Cuando John Gutenberg, cuyo verdadero nombre era, según el profesor, John Gooseflesh, pidió prestado un dinero para montar su imprenta arrojó al mundo un montón de problemas.

Andrew y yo éramos extraordinariamente felices en nuestra granja, hasta que él se convirtió en autor. Si hubiera podido prever todas las molestias que sus escritos nos causarían, habría quemado, desde luego, el primer manuscrito en la estufa de la cocina.
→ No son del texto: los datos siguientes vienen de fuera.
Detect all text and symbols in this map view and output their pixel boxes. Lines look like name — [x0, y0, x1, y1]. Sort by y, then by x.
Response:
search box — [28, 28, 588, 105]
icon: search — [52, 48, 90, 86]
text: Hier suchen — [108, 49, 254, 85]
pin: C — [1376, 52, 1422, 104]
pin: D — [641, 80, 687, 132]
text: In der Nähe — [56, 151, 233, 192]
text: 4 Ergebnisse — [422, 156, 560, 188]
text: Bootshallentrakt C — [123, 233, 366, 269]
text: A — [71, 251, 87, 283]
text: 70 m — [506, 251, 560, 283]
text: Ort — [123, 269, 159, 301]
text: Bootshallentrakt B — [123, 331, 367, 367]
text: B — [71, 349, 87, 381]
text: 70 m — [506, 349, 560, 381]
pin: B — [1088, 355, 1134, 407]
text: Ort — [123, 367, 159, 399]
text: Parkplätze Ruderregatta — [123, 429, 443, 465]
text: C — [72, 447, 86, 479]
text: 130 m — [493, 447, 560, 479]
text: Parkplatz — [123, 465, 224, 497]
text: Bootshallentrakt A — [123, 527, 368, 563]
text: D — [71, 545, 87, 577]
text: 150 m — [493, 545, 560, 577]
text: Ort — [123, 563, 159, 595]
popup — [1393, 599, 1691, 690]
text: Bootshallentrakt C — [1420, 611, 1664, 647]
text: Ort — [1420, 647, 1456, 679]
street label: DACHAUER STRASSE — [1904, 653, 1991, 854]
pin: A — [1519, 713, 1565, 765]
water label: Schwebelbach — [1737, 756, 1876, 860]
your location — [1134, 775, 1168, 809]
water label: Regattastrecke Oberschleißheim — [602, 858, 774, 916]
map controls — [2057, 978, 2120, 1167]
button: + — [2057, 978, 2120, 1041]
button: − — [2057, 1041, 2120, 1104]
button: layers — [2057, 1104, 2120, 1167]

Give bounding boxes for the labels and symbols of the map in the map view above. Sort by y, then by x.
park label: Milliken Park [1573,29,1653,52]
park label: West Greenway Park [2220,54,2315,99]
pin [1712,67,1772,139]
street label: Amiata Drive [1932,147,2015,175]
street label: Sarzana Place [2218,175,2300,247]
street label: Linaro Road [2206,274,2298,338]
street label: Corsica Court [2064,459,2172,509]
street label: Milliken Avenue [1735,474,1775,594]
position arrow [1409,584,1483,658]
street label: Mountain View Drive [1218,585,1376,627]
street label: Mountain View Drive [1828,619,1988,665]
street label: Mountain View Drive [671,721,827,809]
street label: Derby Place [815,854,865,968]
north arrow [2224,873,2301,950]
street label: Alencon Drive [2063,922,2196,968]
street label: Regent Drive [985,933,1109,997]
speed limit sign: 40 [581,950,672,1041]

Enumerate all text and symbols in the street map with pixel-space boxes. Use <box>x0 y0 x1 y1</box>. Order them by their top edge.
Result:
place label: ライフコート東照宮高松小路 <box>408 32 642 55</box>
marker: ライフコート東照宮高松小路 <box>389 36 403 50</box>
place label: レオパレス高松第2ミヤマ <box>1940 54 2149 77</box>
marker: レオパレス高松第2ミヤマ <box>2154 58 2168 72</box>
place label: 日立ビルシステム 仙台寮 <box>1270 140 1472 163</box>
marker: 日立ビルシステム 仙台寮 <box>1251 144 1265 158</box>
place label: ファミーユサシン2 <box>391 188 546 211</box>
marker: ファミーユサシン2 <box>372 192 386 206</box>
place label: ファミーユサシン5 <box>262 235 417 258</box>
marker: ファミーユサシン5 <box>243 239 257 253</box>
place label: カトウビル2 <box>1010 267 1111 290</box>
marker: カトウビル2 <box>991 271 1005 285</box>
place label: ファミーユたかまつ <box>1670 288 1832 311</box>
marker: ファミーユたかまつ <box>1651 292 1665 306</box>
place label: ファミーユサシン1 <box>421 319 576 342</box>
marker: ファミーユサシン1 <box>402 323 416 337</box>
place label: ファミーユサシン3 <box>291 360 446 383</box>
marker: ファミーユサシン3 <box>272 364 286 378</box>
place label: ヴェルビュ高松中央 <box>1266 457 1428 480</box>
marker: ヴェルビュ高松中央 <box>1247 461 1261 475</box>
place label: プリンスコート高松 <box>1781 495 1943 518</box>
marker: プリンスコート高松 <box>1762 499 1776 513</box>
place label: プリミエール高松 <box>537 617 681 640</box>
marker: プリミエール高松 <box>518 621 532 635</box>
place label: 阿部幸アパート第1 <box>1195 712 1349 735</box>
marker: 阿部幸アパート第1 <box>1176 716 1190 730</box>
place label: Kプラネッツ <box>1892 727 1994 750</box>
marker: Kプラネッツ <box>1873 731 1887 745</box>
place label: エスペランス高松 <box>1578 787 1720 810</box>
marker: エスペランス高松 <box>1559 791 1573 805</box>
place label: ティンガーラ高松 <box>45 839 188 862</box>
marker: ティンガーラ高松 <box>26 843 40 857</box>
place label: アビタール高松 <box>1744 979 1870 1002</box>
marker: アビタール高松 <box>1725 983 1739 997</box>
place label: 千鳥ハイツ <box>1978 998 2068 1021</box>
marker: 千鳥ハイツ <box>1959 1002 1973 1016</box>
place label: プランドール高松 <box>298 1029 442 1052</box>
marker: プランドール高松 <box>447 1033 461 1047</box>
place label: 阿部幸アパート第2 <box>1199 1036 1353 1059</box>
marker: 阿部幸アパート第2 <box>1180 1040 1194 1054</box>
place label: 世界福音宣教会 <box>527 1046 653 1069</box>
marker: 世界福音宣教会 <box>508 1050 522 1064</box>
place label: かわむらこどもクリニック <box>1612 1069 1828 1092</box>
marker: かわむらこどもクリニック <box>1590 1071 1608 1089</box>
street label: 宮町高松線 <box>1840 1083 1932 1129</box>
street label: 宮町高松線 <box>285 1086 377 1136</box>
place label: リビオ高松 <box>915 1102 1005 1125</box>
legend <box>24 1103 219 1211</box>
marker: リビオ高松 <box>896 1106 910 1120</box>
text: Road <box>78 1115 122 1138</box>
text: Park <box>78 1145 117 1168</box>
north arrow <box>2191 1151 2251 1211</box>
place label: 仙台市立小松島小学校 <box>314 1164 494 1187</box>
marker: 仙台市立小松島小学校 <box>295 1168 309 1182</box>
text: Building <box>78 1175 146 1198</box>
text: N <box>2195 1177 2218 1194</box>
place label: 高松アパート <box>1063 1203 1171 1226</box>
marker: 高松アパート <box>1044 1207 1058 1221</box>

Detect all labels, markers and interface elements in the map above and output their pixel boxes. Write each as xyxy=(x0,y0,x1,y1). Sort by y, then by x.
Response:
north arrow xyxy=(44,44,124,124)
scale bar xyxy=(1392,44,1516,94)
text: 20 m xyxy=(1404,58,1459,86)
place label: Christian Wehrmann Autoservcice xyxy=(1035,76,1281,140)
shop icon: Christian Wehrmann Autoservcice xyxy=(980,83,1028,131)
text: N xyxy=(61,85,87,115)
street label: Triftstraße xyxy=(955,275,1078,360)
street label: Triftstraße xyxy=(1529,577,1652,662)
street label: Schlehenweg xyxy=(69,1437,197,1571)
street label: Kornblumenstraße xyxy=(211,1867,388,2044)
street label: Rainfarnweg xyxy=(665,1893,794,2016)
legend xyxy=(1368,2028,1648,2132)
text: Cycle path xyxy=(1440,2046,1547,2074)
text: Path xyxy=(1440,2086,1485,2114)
Andrew McGill, el autor de esos libros que todo el mundo lee, es mi hermano. En otras palabras, yo soy su hermana, diez años más joven. Hace mucho tiempo Andrew era un hombre de negocios, pero tuvo problemas de salud y, como le pasa a mucha gente en los libros, se refugió en el campo o, como él lo llamaba, el Seno de la Naturaleza. Él y yo éramos los únicos supervivientes de una familia poco exitosa. Yo estaba condenada a perecer lentamente como institutriz en la región de Brownstone, Nueva York. Él me rescató, y combinando nuestros ahorros compramos la granja. Nos convertimos en auténticos granjeros, de los que madrugan y se acuestan cuando se pone el sol. Andrew usaba mono y una camisa liviana, y con el tiempo se le curtió la piel y se hizo un hombre recio. Yo tenía las manos amoratadas y rojas por el jabón y la escarcha. No veía un anuncio de Redfern sino de año en año y mi cocina se convirtió en un campo de batalla donde me hice fuerte y aprendí a amar el trabajo duro. Nuestra literatura se reducía a informes agrícolas del gobierno, almanaques de las patentes medicinales, folletos de los semilleros y catálogos de Sears Roebuck. Nos suscribimos a Granja & Hogar y leíamos en voz alta las historias por entregas. De vez en cuando, buscando emociones más fuertes, leíamos fragmentos extraídos al azar del Viejo Testamento: el optimista libro de Jeremías, por ejemplo, que tanto le gustaba a Andrew. La granja acabó prosperando en poco tiempo. Andrew solía pasear por los pastizales al atardecer y con sólo observar el modo en que ardía su pipa podía saber qué tiempo tendríamos al día siguiente.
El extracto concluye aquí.